A biconvex optimization for solving semidefinite programs via bilinear factorization
En-Liang Hu
TL;DR
The paper addresses the scalability of semidefinite programming (SDP) by moving from the traditional quadratic factorization $Z=XX^\top$ to a bilinear factorization $Z=XY^\top$ augmented with a Courant penalty $\frac{\gamma}{2}\|X-Y\|_F^2$. A theoretical bound $\gamma>\tfrac{1}{4}(L-\sigma)_+$ ensures that stationary points of the bilinear surrogate correspond to stationary points of the original SDP under rank deficiency, linking to the Burer-Monteiro approach. The authors propose an alternating accelerated gradient descent (AAGD) algorithm to solve the resulting biconvex problem efficiently with closed-form stepsizes and low per-iteration cost. Empirical results on nonparametric kernel learning (NPKL) and colored maximum variance unfolding (CMVU) demonstrate competitive accuracy and improved convergence speed, highlighting the method's scalability to large SDP instances.
Abstract
Many problems in machine learning can be reduced to learning a low-rank positive semidefinite matrix (denoted as $Z$), which encounters semidefinite program (SDP). Existing SDP solvers by classical convex optimization are expensive to solve large-scale problems. Employing the low rank of solution, Burer-Monteiro's method reformulated SDP as a nonconvex problem via the {\emph{quadratic}} factorization ($Z$ as $XX^\top$). However, this would lose the structure of problem in optimization. In this paper, we propose to convert SDP into a biconvex problem via the {\emph{bilinear}} factorization ($Z$ as $XY^\top$), and while adding the term $\frac{\g}{2}\normfs{X-Y}$ to penalize the difference of $X$ and $Y$. Thus, the biconvex structure (w.r.t. $X$ and $Y$) can be exploited naturally in optimization.
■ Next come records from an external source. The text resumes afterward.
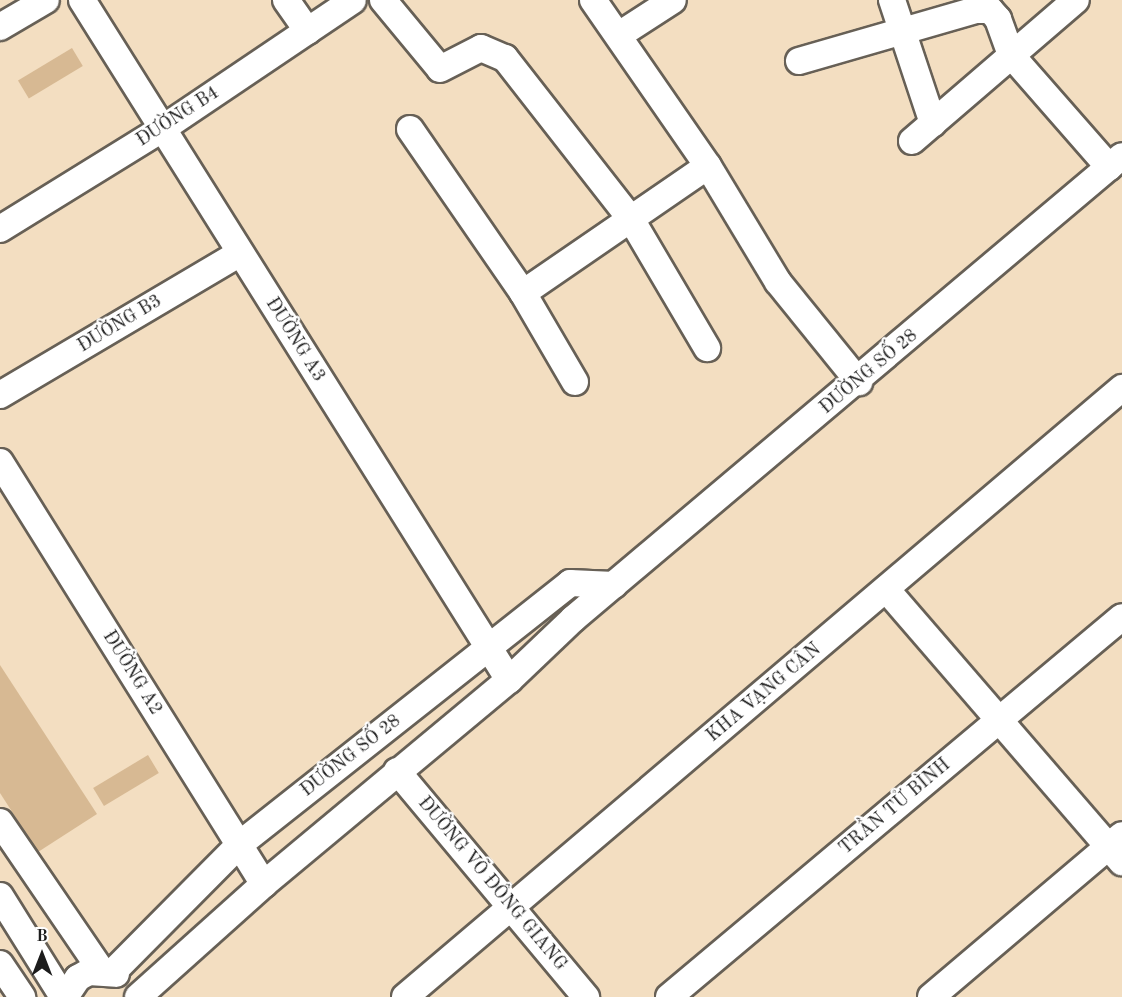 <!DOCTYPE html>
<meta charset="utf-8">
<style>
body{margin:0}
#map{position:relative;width:1122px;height:997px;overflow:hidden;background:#f3dec1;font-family:"Old Standard TT",serif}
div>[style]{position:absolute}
.building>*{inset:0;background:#d7b993;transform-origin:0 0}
.roads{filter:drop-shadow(2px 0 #676056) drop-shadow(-2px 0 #676056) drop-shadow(0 2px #676056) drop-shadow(0 -2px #676056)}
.minor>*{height:26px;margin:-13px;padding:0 13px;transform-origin:13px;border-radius:13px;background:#fff}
span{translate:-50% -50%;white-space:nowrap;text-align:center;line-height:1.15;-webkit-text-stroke:4.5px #fff;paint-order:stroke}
.street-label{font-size:18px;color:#1c1c1c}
.north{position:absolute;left:12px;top:925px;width:60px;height:60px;-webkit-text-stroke:4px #fff;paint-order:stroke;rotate:0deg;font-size:16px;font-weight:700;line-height:24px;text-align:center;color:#1c1c1c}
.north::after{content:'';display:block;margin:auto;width:21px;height:27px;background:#1c1c1c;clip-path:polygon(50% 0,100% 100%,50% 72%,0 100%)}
</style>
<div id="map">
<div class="building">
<i style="left:72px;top:48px;width:21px;height:63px;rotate:59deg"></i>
<i style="clip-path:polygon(0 665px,97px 814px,38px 852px,0 793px)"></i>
<i style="left:148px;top:755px;width:21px;height:64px;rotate:59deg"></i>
</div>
<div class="roads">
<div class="minor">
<i style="left:82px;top:0;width:803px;rotate:57.87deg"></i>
<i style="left:286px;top:0;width:38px;rotate:55deg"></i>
<i style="left:383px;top:0;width:89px;rotate:50.4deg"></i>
<i style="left:440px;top:69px;width:46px;rotate:-27.1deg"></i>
<i style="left:481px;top:48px;width:26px;rotate:23deg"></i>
<i style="left:505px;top:58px;width:204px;rotate:52deg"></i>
<i style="left:631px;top:219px;width:150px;rotate:59.5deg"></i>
<i style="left:593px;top:0;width:202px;rotate:55.3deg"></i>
<i style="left:708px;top:166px;width:135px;rotate:58.9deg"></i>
<i style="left:778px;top:282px;width:129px;rotate:51deg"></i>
<i style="left:892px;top:0;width:130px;rotate:71.6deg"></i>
<i style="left:0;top:27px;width:53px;rotate:-30.4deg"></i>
<i style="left:619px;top:35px;width:64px;rotate:-32.9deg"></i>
<i style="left:799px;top:61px;width:184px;rotate:-16.1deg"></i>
<i style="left:976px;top:10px;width:14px"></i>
<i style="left:990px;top:10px;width:12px;rotate:48deg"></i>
<i style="left:998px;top:19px;width:38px;rotate:70deg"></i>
<i style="left:1011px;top:55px;width:149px;rotate:48.8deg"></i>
<i style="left:410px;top:129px;width:199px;rotate:55.4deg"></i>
<i style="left:523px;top:293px;width:103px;rotate:59.7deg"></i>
<i style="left:912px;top:141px;width:216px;rotate:-40.7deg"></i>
<i style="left:0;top:229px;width:190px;rotate:-31.7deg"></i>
<i style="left:162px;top:129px;width:230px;rotate:-34deg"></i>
<i style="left:523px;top:293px;width:224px;rotate:-34.5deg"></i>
<i style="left:0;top:395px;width:279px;rotate:-30.6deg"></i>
<i style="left:0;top:462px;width:498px;rotate:58deg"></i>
<i style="left:886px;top:589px;width:361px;rotate:49.2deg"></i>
<i style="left:397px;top:771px;width:295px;rotate:50.1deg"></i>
<i style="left:0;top:822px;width:179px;rotate:55.7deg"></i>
<i style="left:0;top:896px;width:119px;rotate:58deg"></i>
<i style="left:0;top:964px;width:40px;rotate:56deg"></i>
<i style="left:113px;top:972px;width:180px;rotate:-45.2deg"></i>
<i style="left:240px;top:844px;width:421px;rotate:-38.3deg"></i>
<i style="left:570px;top:583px;width:44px;rotate:2.6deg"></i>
<i style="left:65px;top:997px;width:23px;rotate:-56deg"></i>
<i style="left:78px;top:978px;width:13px;rotate:-29deg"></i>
<i style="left:89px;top:972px;width:27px;rotate:4deg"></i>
<i style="left:138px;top:997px;width:169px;rotate:-41.9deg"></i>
<i style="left:264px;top:884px;width:319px;rotate:-39.8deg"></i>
<i style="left:509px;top:680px;width:88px;rotate:-43.6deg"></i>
<i style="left:573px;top:619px;width:718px;rotate:-40.14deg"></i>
<i style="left:405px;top:997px;width:941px;rotate:-40.34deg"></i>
<i style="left:669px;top:997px;width:591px;rotate:-39.99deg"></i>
<i style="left:931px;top:997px;width:250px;rotate:-40.3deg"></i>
</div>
</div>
<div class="street-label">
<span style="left:178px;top:117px;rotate:-33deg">ĐƯỜNG B4</span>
<span style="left:120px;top:324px;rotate:-31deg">ĐƯỜNG B3</span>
<span style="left:295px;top:340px;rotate:58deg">ĐƯỜNG A3</span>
<span style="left:869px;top:372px;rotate:-40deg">ĐƯỜNG SỐ 28</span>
<span style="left:132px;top:673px;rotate:58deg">ĐƯỜNG A2</span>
<span style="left:764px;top:693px;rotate:-40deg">KHA VẠNG CÂN</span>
<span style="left:351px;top:756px;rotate:-38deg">ĐƯỜNG SỐ 28</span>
<span style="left:895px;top:807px;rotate:-40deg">TRẦN TỬ BÌNH</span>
<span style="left:492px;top:884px;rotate:50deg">ĐƯỜNG VÕ ĐÔNG GIANG</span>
</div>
<div class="north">B</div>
</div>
As a theoretical result, we provide a bound to the penalty parameter $\g$ under the assumption of $L$-Lipschitz smoothness and $σ$-strongly biconvexity, such that, at stationary points, the proposed bilinear factorization is equivalent to Burer-Monteiro's factorization when the bound is arrived, that is $\g>\frac{1}{4}(L-σ)_+$. Our proposal opens up a new way to surrogate SDP by biconvex program. Experiments on two SDP-related applications demonstrate that the proposed method is effective as the state-of-the-art.